(Stored items)
********************
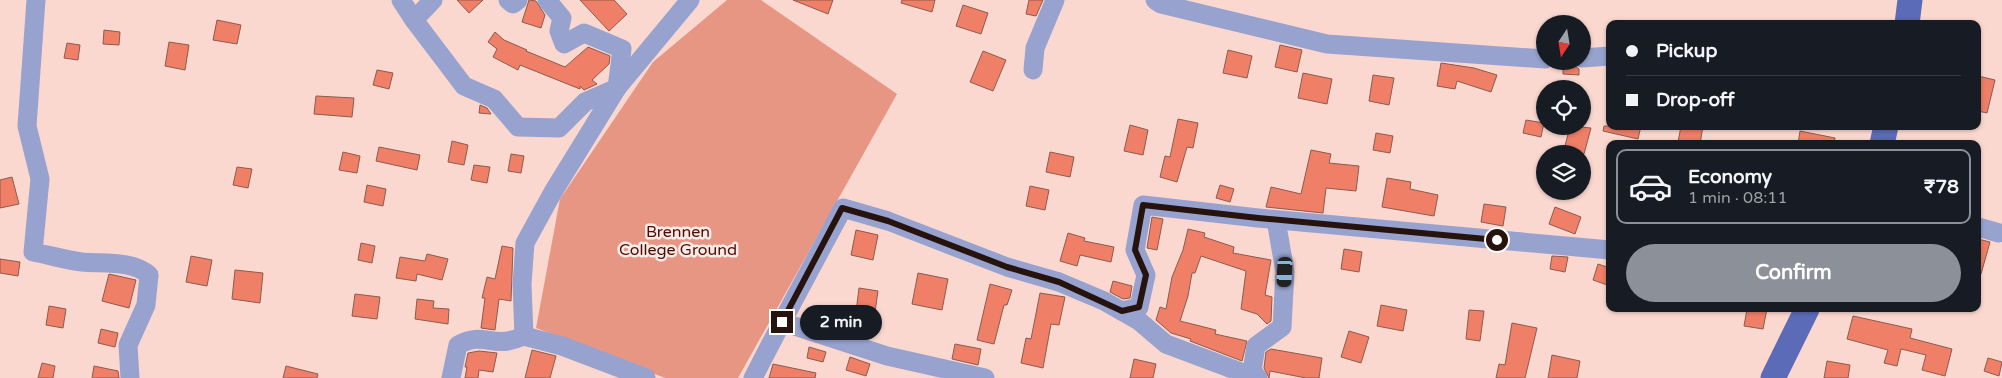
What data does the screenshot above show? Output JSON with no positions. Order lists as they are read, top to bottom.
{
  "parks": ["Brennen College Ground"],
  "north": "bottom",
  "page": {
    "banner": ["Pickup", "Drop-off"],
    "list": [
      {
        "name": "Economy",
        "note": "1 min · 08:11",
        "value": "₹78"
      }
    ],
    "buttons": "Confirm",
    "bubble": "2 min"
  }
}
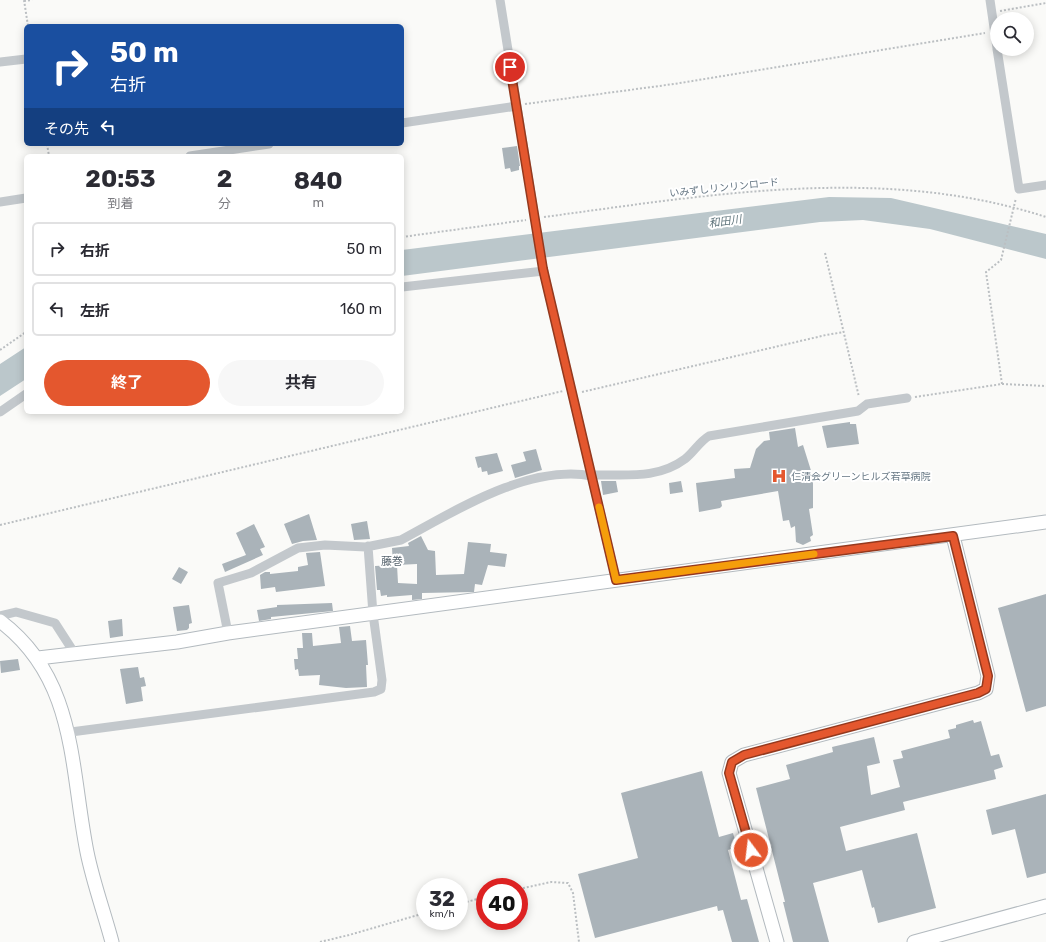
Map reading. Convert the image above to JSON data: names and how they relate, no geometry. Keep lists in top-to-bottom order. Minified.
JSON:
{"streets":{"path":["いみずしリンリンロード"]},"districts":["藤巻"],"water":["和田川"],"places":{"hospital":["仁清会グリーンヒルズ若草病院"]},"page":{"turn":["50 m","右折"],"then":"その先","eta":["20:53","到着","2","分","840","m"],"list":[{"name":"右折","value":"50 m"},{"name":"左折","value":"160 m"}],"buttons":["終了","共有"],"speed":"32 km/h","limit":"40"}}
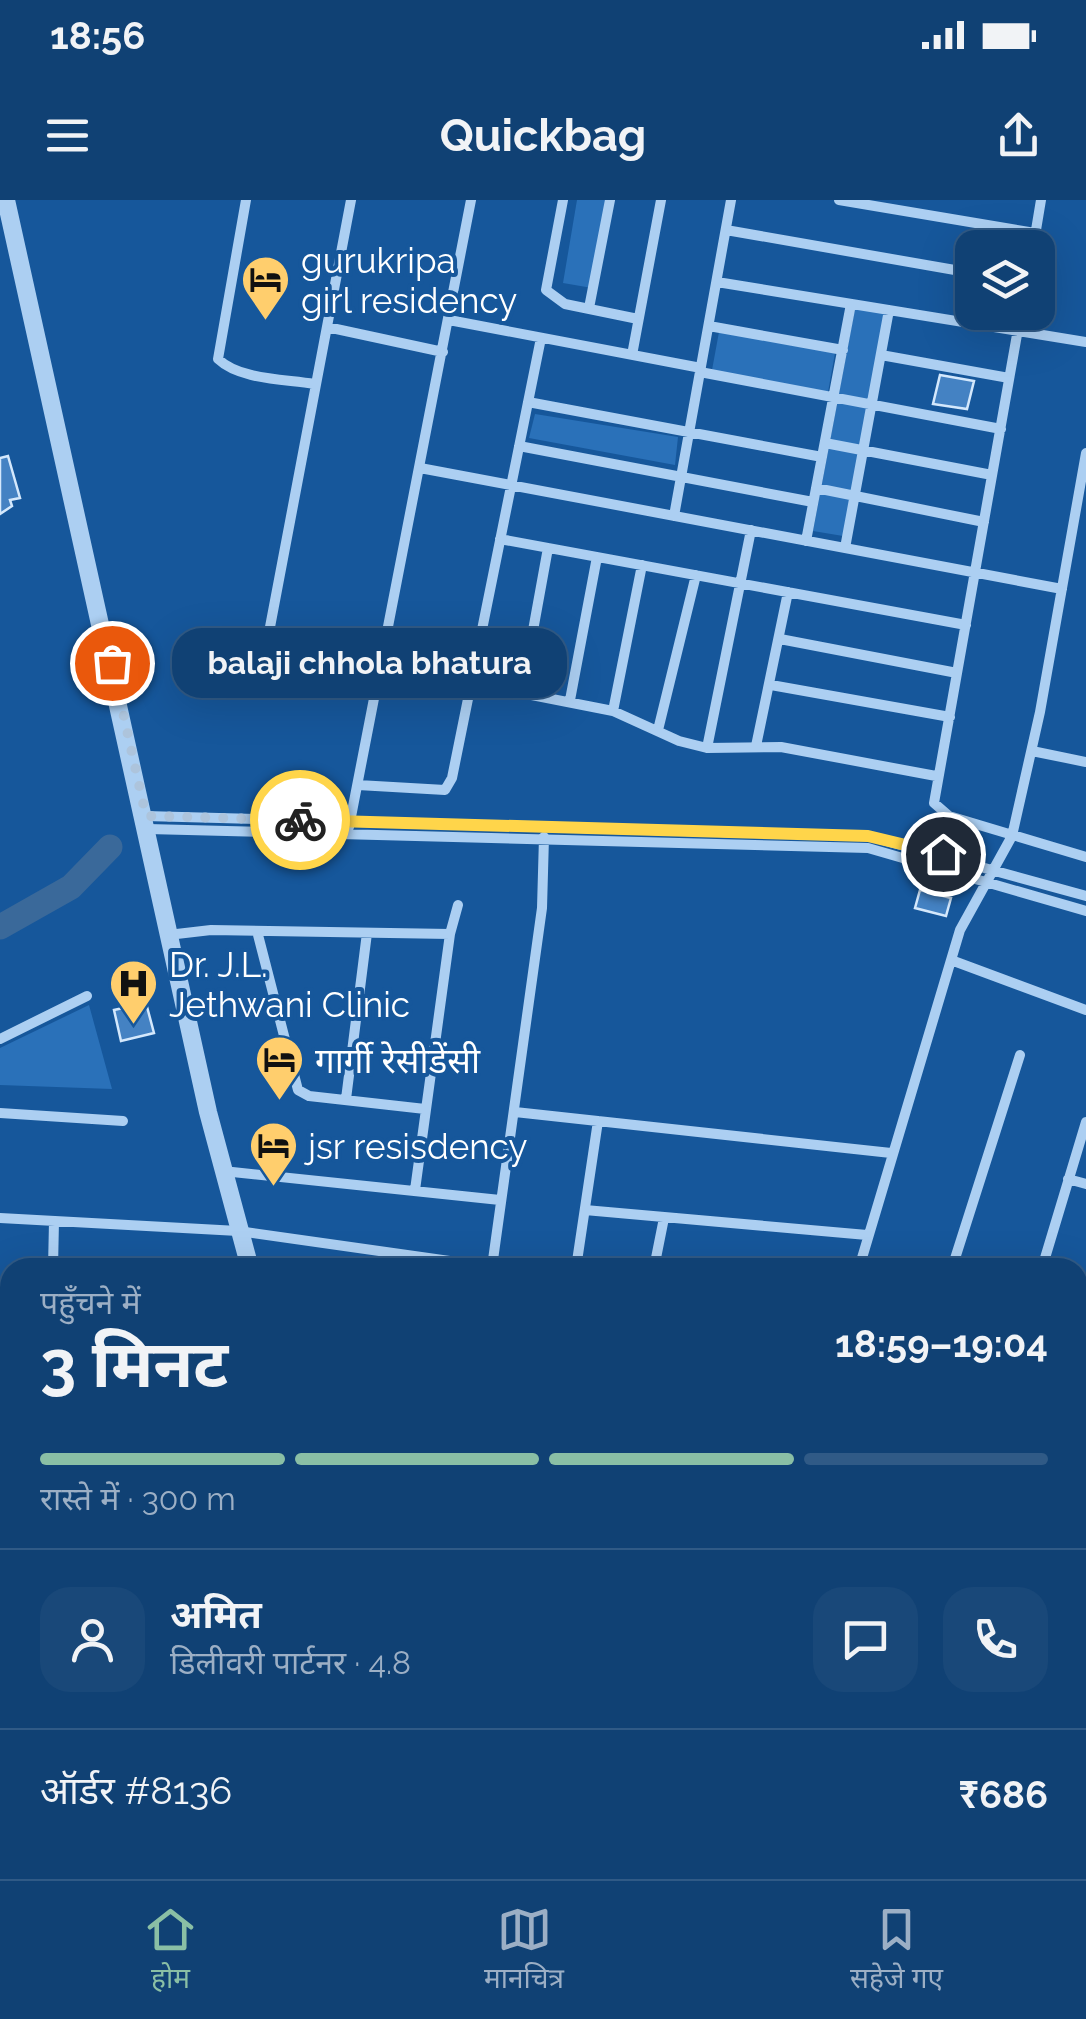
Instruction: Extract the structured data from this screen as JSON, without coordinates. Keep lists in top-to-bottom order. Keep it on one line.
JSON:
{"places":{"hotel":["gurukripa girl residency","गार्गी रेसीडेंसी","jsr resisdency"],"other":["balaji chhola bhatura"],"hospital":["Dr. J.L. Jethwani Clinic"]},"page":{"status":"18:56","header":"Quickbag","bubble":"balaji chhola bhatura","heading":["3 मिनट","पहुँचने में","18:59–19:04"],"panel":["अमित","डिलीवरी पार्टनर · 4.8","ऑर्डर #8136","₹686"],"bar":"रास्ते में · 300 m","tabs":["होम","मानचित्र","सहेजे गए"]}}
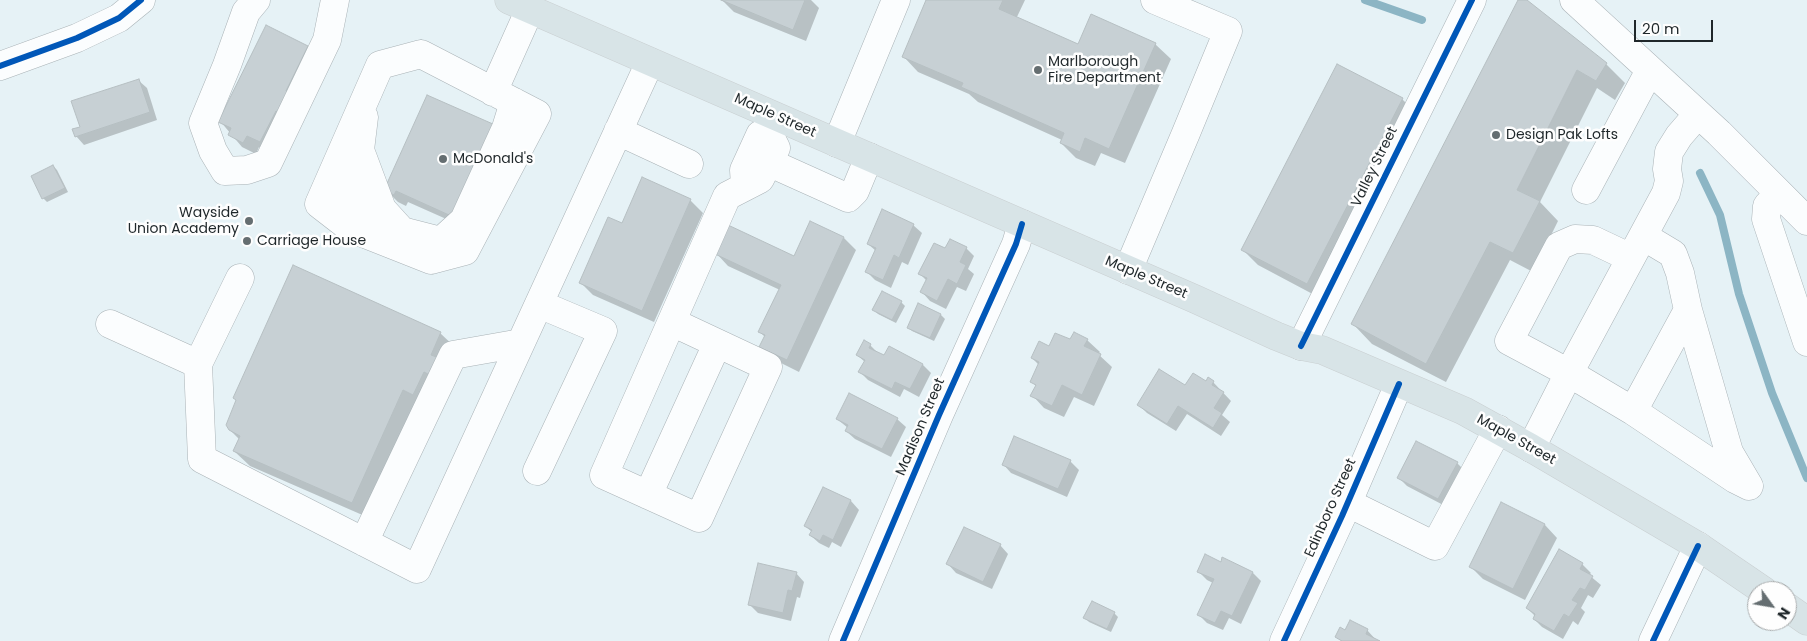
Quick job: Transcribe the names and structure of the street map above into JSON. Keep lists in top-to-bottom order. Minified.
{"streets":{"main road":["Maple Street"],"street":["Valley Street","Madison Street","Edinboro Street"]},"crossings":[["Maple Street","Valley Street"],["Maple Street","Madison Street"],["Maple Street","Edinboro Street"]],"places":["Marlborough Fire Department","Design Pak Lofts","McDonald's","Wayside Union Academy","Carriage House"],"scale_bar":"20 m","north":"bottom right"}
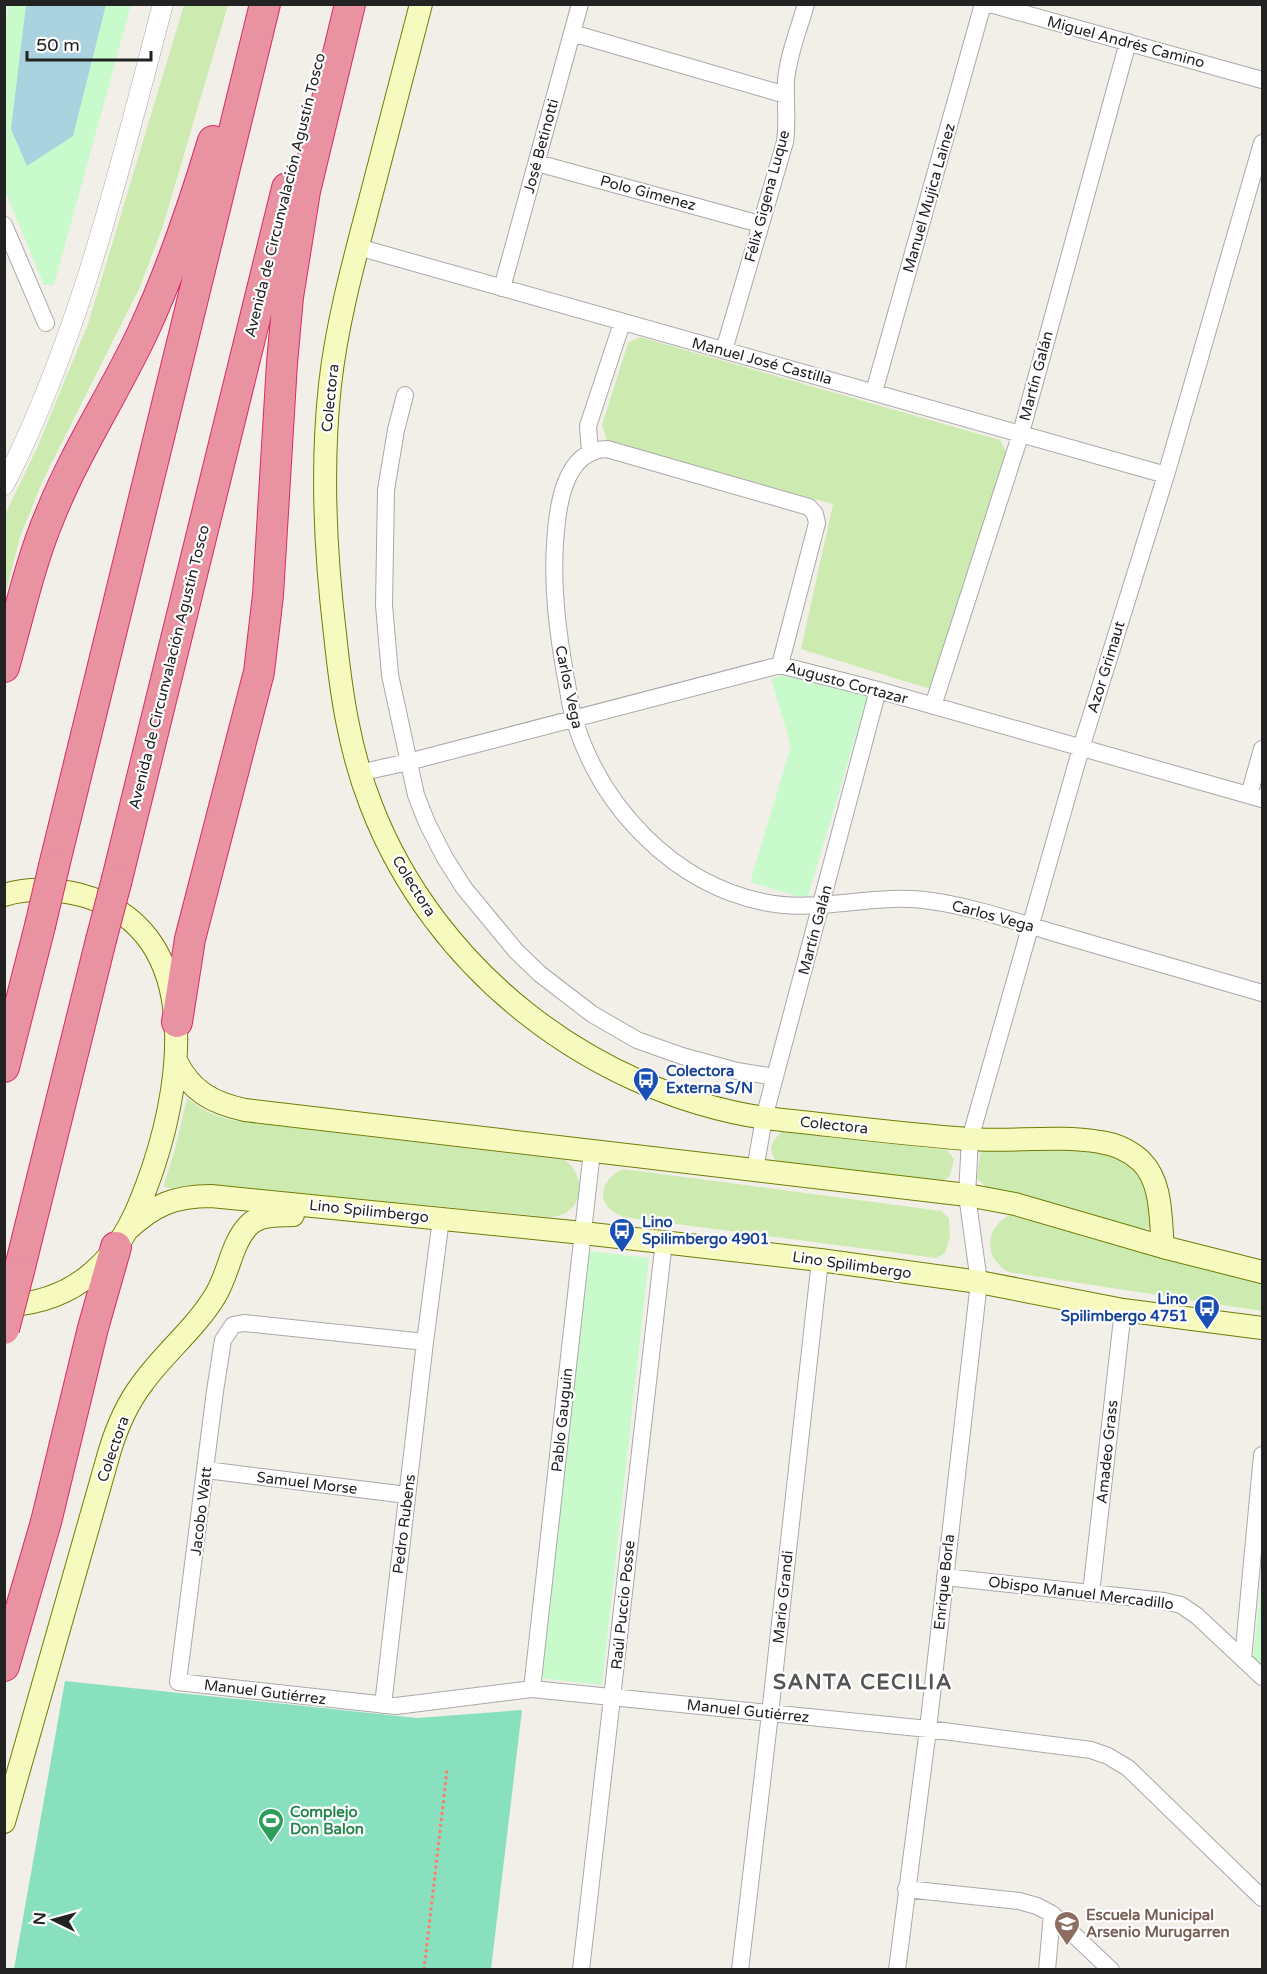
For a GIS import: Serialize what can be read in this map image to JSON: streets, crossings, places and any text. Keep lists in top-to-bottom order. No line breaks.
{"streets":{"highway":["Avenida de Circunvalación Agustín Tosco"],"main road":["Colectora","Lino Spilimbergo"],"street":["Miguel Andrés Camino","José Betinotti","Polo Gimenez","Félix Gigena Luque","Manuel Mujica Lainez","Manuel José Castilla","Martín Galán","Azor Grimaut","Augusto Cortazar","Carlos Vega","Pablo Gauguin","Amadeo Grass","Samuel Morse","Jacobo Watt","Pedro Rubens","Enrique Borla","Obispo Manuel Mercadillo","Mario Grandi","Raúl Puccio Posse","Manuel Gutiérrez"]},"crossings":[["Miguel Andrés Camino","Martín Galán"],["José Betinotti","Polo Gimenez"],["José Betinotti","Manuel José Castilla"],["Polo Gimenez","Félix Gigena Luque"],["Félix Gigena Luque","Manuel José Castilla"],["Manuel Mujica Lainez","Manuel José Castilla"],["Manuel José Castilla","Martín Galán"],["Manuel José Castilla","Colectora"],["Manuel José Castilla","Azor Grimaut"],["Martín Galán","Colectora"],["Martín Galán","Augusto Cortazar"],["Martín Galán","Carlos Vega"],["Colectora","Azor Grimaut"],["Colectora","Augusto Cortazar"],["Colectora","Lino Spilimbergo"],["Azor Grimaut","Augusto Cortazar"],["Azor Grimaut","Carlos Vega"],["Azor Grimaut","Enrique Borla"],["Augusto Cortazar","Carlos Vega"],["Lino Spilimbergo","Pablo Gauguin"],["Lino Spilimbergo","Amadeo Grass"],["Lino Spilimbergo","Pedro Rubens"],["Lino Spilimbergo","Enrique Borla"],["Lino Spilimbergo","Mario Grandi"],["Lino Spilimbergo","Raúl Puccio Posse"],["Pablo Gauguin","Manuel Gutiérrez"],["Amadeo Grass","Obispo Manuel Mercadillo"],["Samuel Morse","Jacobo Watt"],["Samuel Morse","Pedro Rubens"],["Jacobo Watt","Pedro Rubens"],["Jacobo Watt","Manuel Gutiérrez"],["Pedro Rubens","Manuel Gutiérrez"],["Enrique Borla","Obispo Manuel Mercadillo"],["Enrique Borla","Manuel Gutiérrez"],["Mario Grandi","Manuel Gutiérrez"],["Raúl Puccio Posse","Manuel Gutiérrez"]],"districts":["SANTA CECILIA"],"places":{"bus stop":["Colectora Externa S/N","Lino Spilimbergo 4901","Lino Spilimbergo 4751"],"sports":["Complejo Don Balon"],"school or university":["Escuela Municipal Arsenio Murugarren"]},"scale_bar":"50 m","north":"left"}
********************
▶ Your goal
Your task is to reproduce the entries above word for word, from the first line through the line with "Instruction: Extract the", and please leave out any pictures.

▶ Answer section
What data does the screenshot above show? Output JSON with no positions. Order lists as they are read, top to bottom.
{
  "parks": ["Brennen College Ground"],
  "north": "bottom",
  "page": {
    "banner": ["Pickup", "Drop-off"],
    "list": [
      {
        "name": "Economy",
        "note": "1 min · 08:11",
        "value": "₹78"
      }
    ],
    "buttons": "Confirm",
    "bubble": "2 min"
  }
}
Map reading. Convert the image above to JSON data: names and how they relate, no geometry. Keep lists in top-to-bottom order. Minified.
JSON:
{"streets":{"path":["いみずしリンリンロード"]},"districts":["藤巻"],"water":["和田川"],"places":{"hospital":["仁清会グリーンヒルズ若草病院"]},"page":{"turn":["50 m","右折"],"then":"その先","eta":["20:53","到着","2","分","840","m"],"list":[{"name":"右折","value":"50 m"},{"name":"左折","value":"160 m"}],"buttons":["終了","共有"],"speed":"32 km/h","limit":"40"}}
Instruction: Extract the structured data from this screen as JSON, without coordinates. Keep lists in top-to-bottom order. Keep it on one line.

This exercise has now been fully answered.